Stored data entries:
--- START ---
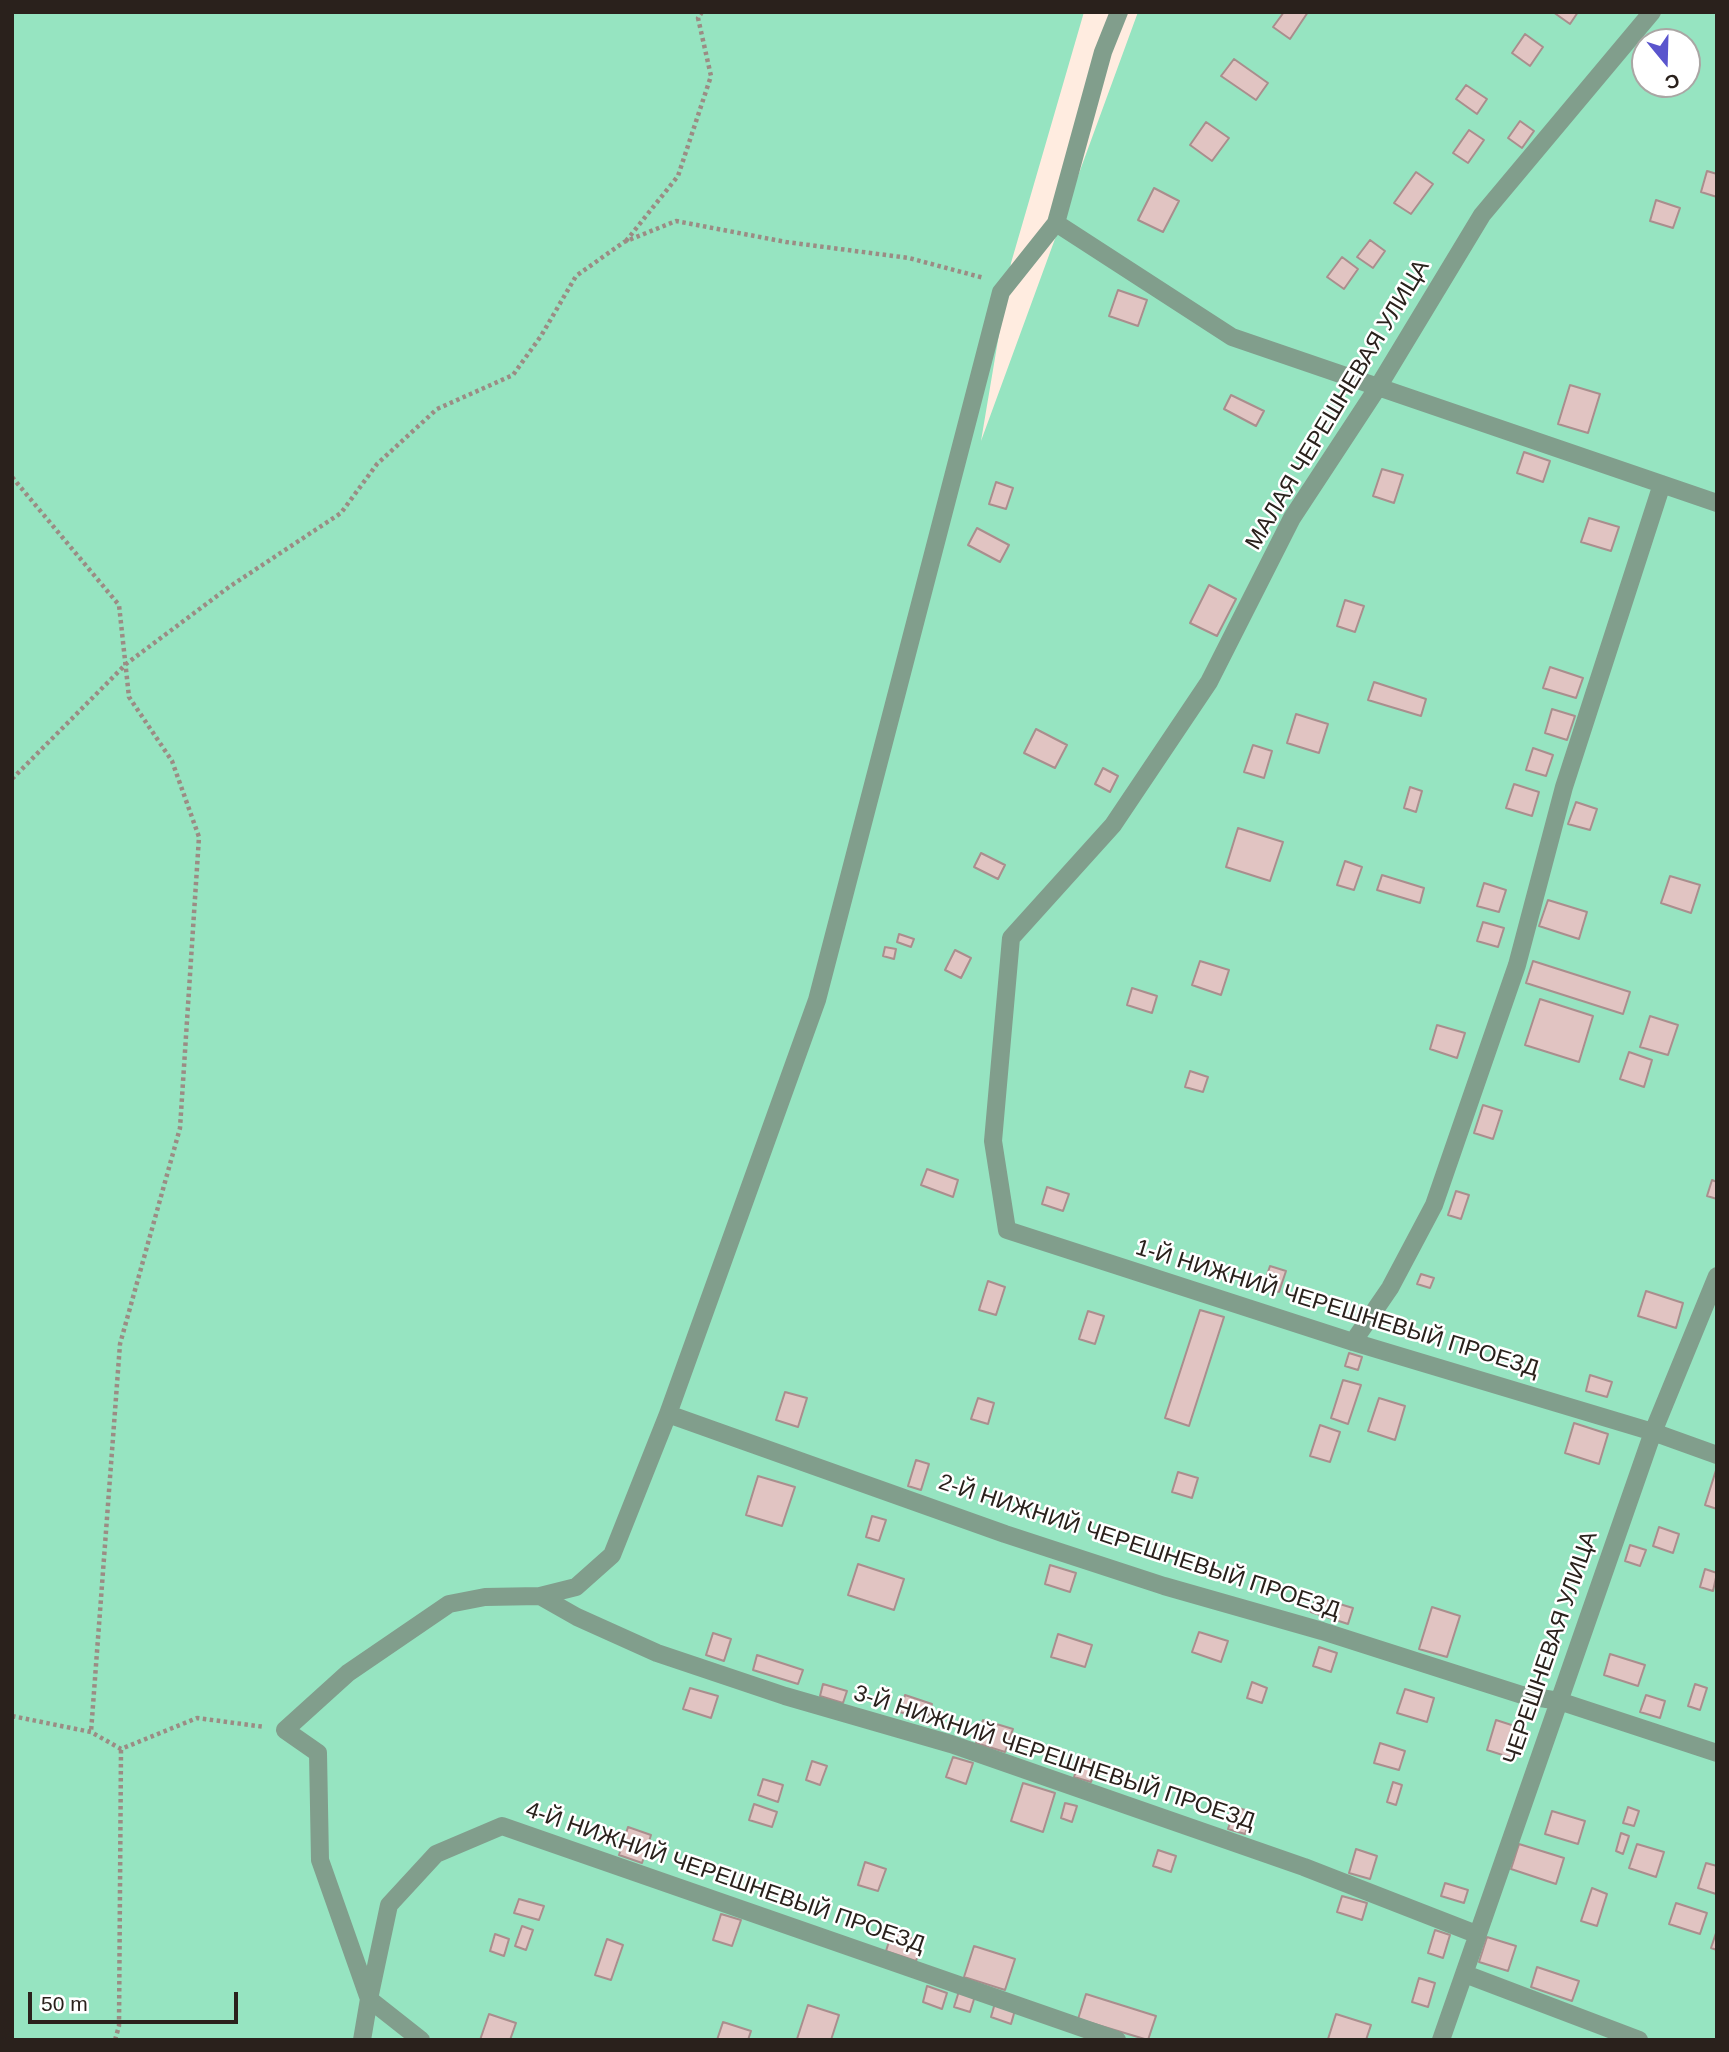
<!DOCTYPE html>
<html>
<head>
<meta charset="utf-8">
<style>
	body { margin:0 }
	#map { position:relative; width:1729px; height:2052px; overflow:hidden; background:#ffece0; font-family:Helvetica,sans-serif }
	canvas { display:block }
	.frame { position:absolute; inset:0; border:14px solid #2a211c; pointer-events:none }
	.north { position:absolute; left:1631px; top:28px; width:70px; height:70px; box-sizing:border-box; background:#fff; border:2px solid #aaa6a4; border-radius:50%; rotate:161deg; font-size:19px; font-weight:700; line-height:28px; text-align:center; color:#2a211c }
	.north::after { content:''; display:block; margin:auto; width:24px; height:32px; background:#5a55cd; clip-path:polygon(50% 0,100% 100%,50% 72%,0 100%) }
	.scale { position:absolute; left:28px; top:1992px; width:210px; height:32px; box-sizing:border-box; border:4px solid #2a211c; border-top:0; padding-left:9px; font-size:21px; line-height:24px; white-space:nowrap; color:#2a211c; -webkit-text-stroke:5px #fff; paint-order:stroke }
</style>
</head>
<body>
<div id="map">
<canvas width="1729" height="2052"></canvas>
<div class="frame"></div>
<div class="north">С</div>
<div class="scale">50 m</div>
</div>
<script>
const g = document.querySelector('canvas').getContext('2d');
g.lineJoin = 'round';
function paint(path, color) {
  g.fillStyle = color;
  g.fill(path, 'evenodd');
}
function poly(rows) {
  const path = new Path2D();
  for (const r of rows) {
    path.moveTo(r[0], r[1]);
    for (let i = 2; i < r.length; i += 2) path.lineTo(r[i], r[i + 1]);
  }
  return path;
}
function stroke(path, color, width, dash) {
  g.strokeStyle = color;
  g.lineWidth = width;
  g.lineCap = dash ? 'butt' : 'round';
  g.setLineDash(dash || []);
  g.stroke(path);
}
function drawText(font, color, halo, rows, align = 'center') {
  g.font = font + ' Helvetica,sans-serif';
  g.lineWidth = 5;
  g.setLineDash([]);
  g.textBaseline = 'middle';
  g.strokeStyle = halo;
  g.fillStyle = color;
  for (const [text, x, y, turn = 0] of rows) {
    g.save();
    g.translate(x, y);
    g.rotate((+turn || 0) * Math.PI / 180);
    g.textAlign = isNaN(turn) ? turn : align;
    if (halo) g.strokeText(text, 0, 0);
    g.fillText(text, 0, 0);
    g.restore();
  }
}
const green = poly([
	[12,12,1084,12,1011,263,981,441,1138,12,1717,12,1717,2040,12,2040],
	[1645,42,1687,42,1687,84,1645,84]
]);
const building = poly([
	[1284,12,1308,12,1290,39,1273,27,1284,12],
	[1553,12,1578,12,1570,24,1553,12],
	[1525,34,1543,47,1530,66,1512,53,1525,34],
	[1234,59,1268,83,1256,100,1221,76,1234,59],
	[1466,85,1487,99,1477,114,1456,99,1466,85],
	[1520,121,1534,131,1522,148,1508,138,1520,121],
	[1206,122,1229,138,1212,161,1190,145,1206,122],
	[1469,130,1484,140,1468,163,1453,153,1469,130],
	[1707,171,1717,174,1717,197,1701,192,1707,171],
	[1416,172,1433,184,1411,214,1394,203,1416,172],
	[1154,188,1179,201,1163,232,1138,220,1154,188],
	[1656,200,1680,208,1673,228,1650,221,1656,200],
	[1370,240,1385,251,1373,268,1357,257,1370,240],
	[1342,257,1358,269,1344,289,1327,277,1342,257],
	[1118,290,1147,300,1138,326,1109,316,1118,290],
	[1570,385,1600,394,1588,433,1558,424,1570,385],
	[1231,395,1264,411,1256,426,1224,409,1231,395],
	[1524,452,1550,461,1543,482,1517,473,1524,452],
	[1382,469,1403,475,1394,503,1373,496,1382,469],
	[996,482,1013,488,1006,509,989,504,996,482],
	[1589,518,1619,527,1611,551,1581,542,1589,518],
	[977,528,1009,545,1000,562,968,545,977,528],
	[1209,585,1236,599,1217,636,1190,623,1209,585],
	[1345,600,1364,606,1355,632,1337,626,1345,600],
	[1550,667,1583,678,1576,698,1543,688,1550,667],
	[1374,682,1426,699,1421,716,1368,700,1374,682],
	[1552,709,1575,716,1567,740,1545,733,1552,709],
	[1296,714,1328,724,1319,753,1287,743,1296,714],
	[1036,729,1067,745,1055,768,1024,753,1036,729],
	[1253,745,1272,751,1264,778,1244,772,1253,745],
	[1533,748,1553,755,1546,776,1526,770,1533,748],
	[1103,768,1118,776,1110,792,1095,784,1103,768],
	[1514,784,1539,792,1532,816,1506,808,1514,784],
	[1410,787,1422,791,1416,812,1404,808,1410,787],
	[1576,802,1597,809,1590,830,1568,824,1576,802],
	[1238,828,1283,842,1270,881,1226,867,1238,828],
	[981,853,1005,865,998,879,974,867,981,853],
	[1345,861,1362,867,1354,890,1337,885,1345,861],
	[1382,875,1424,888,1420,903,1377,890,1382,875],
	[1670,876,1700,885,1691,913,1661,903,1670,876],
	[1484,883,1506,890,1499,912,1477,906,1484,883],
	[1548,900,1587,912,1579,939,1539,926,1548,900],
	[1483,922,1504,928,1498,947,1477,941,1483,922],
	[899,934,914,939,911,947,897,942,899,934],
	[885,947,896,949,894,959,883,956,885,947],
	[955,950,971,958,961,978,945,970,955,950],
	[1200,961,1229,970,1221,995,1192,985,1200,961],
	[1533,961,1630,992,1623,1014,1526,983,1533,961],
	[1132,988,1157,996,1152,1013,1127,1005,1132,988],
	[1540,999,1593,1016,1579,1062,1525,1045,1540,999],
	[1650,1016,1678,1025,1668,1055,1640,1047,1650,1016],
	[1437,1025,1465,1033,1457,1058,1430,1049,1437,1025],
	[1629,1052,1652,1060,1644,1087,1620,1079,1629,1052],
	[1190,1071,1208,1077,1203,1092,1185,1087,1190,1071],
	[1483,1105,1502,1111,1493,1139,1474,1133,1483,1105],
	[927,1169,958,1180,953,1197,921,1185,927,1169],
	[1712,1180,1717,1182,1717,1199,1707,1196,1712,1180],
	[1047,1187,1069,1194,1063,1211,1042,1204,1047,1187],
	[1456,1191,1469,1195,1461,1219,1448,1215,1456,1191],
	[1270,1266,1286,1271,1279,1292,1263,1287,1270,1266],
	[1421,1274,1434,1278,1430,1288,1417,1284,1421,1274],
	[988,1281,1005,1287,996,1315,979,1310,988,1281],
	[1646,1291,1683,1303,1676,1328,1638,1316,1646,1291],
	[1200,1310,1224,1317,1189,1426,1165,1418,1200,1310],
	[1088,1311,1104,1316,1095,1344,1079,1339,1088,1311],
	[1349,1353,1362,1357,1358,1370,1345,1366,1349,1353],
	[1590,1375,1612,1382,1607,1397,1586,1391,1590,1375],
	[1343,1380,1361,1385,1348,1424,1331,1418,1343,1380],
	[785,1392,807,1398,798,1427,776,1420,785,1392],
	[978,1398,994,1403,988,1424,971,1419,978,1398],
	[1379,1398,1405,1406,1395,1440,1368,1431,1379,1398],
	[1574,1423,1608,1434,1599,1464,1565,1453,1574,1423],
	[1320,1425,1340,1432,1330,1462,1310,1456,1320,1425],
	[916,1460,929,1464,921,1490,908,1486,916,1460],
	[1717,1467,1717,1509,1705,1505,1717,1467],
	[1178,1472,1198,1478,1192,1498,1172,1492,1178,1472],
	[758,1476,795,1487,782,1526,746,1515,758,1476],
	[872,1516,886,1520,879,1541,866,1537,872,1516],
	[1659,1527,1679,1534,1673,1553,1653,1546,1659,1527],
	[1630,1545,1646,1550,1640,1566,1625,1561,1630,1545],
	[858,1564,904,1579,894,1610,848,1595,858,1564],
	[1050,1565,1076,1573,1070,1592,1045,1584,1050,1565],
	[1705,1569,1717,1573,1713,1591,1700,1587,1705,1569],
	[1316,1597,1353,1608,1348,1624,1311,1612,1316,1597],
	[1432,1607,1460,1616,1447,1657,1419,1649,1432,1607],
	[1199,1632,1228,1641,1221,1662,1192,1652,1199,1632],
	[713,1633,731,1639,724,1661,706,1655,713,1633],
	[1058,1634,1092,1645,1085,1667,1051,1657,1058,1634],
	[1319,1647,1337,1653,1331,1672,1313,1666,1319,1647],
	[1610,1654,1645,1665,1638,1686,1604,1675,1610,1654],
	[757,1655,803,1670,798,1684,753,1670,757,1655],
	[1252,1682,1267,1688,1262,1703,1247,1698,1252,1682],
	[823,1684,847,1691,843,1703,820,1696,823,1684],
	[1695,1684,1707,1688,1700,1710,1688,1706,1695,1684],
	[690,1688,718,1696,711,1718,683,1709,690,1688],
	[1405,1689,1434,1698,1427,1722,1397,1713,1405,1689],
	[905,1695,932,1704,927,1721,900,1712,905,1695],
	[1646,1695,1665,1701,1660,1718,1640,1712,1646,1695],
	[983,1720,1013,1729,1005,1752,976,1743,983,1720],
	[1496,1720,1524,1729,1515,1759,1487,1750,1496,1720],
	[1380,1743,1405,1751,1399,1770,1374,1763,1380,1743],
	[953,1757,973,1763,966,1784,946,1777,953,1757],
	[1081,1757,1098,1762,1091,1782,1074,1777,1081,1757],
	[812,1761,827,1766,820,1785,806,1780,812,1761],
	[763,1779,783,1785,778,1802,758,1795,763,1779],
	[1393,1782,1402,1785,1396,1805,1387,1802,1393,1782],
	[1023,1783,1055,1793,1043,1832,1011,1821,1023,1783],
	[1065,1803,1077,1806,1072,1822,1061,1818,1065,1803],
	[754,1804,777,1812,772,1827,749,1820,754,1804],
	[1235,1807,1252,1812,1245,1834,1228,1829,1235,1807],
	[1628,1807,1639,1811,1634,1826,1623,1823,1628,1807],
	[1552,1811,1585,1821,1578,1844,1545,1834,1552,1811],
	[628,1827,651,1835,642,1863,619,1855,628,1827],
	[1621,1833,1629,1836,1623,1854,1616,1851,1621,1833],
	[1519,1844,1564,1858,1556,1884,1511,1869,1519,1844],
	[1637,1844,1664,1852,1656,1877,1629,1868,1637,1844],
	[1356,1849,1377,1856,1370,1879,1349,1873,1356,1849],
	[1158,1850,1176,1856,1171,1872,1153,1866,1158,1850],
	[865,1862,886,1869,878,1891,858,1885,865,1862],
	[1706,1863,1717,1866,1716,1894,1698,1888,1706,1863],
	[1445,1883,1468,1890,1464,1903,1441,1896,1445,1883],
	[1592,1888,1607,1894,1597,1926,1581,1921,1592,1888],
	[1342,1896,1367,1903,1362,1920,1337,1912,1342,1896],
	[519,1899,544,1906,539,1920,514,1913,519,1899],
	[1676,1903,1707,1913,1700,1934,1669,1924,1676,1903],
	[721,1914,741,1920,732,1946,713,1940,721,1914],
	[522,1926,533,1930,526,1950,515,1946,522,1926],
	[1435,1930,1450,1935,1443,1958,1428,1953,1435,1930],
	[1717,1930,1717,1950,1711,1948,1717,1930],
	[892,1932,923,1942,916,1961,886,1951,892,1932],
	[495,1934,509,1939,504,1956,490,1951,495,1934],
	[1487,1937,1516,1946,1508,1971,1479,1962,1487,1937],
	[607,1939,623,1945,611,1980,595,1975,607,1939],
	[974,1946,1015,1959,1005,1990,964,1977,974,1946],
	[1537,1967,1579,1981,1572,2001,1531,1987,1537,1967],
	[1419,1978,1435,1983,1428,2007,1412,2002,1419,1978],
	[927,1986,947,1993,942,2009,923,2002,927,1986],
	[959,1991,975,1996,970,2012,954,2007,959,1991],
	[1086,1994,1156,2016,1148,2040,1078,2019,1086,1994],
	[995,2003,1015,2010,1011,2024,991,2017,995,2003],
	[808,2005,839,2015,831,2040,797,2039,808,2005],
	[489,2014,516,2023,510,2040,480,2040,489,2014],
	[1336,2014,1371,2025,1366,2040,1328,2039,1336,2014],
	[723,2022,751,2031,748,2040,717,2040,723,2022]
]);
const path = poly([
	[626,241,678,176,711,76,698,18,702,12],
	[12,477,119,605,129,697,172,761,199,837,180,1128,120,1344,91,1732],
	[12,779,126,664,229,587,341,513,377,464,437,409,513,375,541,336,576,276,624,242,676,221,786,242,909,258,984,278],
	[12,1716,91,1732,121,1749,197,1718,265,1727],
	[115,2040,119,2026,121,1749]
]);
const minor = poly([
	[1652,12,1482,215,1378,387,1292,518,1209,682,1113,825,1011,938,993,1141,1007,1230,1353,1342,1653,1432,1717,1455],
	[1056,223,1232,337,1717,503],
	[1353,1342,1390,1288,1434,1205,1517,965,1564,787,1662,484],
	[668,1414,1005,1534,1164,1586,1322,1631,1522,1695,1559,1701,1717,1753],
	[540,1596,577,1617,657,1653,785,1696,951,1744,1304,1867,1476,1934],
	[1465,1974,1639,2040],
	[362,2040,369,1999,320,1860,318,1753,285,1730,348,1673,449,1604,485,1597,540,1596,576,1587,612,1555,668,1414,817,1000,1001,292,1056,223,1103,52,1119,12],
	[421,2040,369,1999,389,1905,436,1854,502,1826,1117,2040],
	[1441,2040,1653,1432,1717,1276]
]);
const streetNames = [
	["МАЛАЯ ЧЕРЕШНЕВАЯ УЛИЦА",1338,405,-59],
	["1-Й НИЖНИЙ ЧЕРЕШНЕВЫЙ ПРОЕЗД",1337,1309,17],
	["2-Й НИЖНИЙ ЧЕРЕШНЕВЫЙ ПРОЕЗД",1139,1547,18],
	["ЧЕРЕШНЕВАЯ УЛИЦА",1551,1648,-71],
	["3-Й НИЖНИЙ ЧЕРЕШНЕВЫЙ ПРОЕЗД",1054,1758,18],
	["4-Й НИЖНИЙ ЧЕРЕШНЕВЫЙ ПРОЕЗД",725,1878,19]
];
paint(green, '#96e4c1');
paint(building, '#e1c4c2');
stroke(building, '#a98e8d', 2);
stroke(path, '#9b8c84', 4.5, [3.5, 3.5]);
stroke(minor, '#819e8c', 18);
drawText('23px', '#2a211c', '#fff', streetNames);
</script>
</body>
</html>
--- END ---
§ **WHAT IS NEEDED**
All lines above from the line with "function paint(path, color)" through the line with "g.setLineDash(dash || []);", both included, are to be set down exactly, with nothing else.

§ **RESULT OF THE TASK**
function paint(path, color) {
  g.fillStyle = color;
  g.fill(path, 'evenodd');
}
function poly(rows) {
  const path = new Path2D();
  for (const r of rows) {
    path.moveTo(r[0], r[1]);
    for (let i = 2; i < r.length; i += 2) path.lineTo(r[i], r[i + 1]);
  }
  return path;
}
function stroke(path, color, width, dash) {
  g.strokeStyle = color;
  g.lineWidth = width;
  g.lineCap = dash ? 'butt' : 'round';
  g.setLineDash(dash || []);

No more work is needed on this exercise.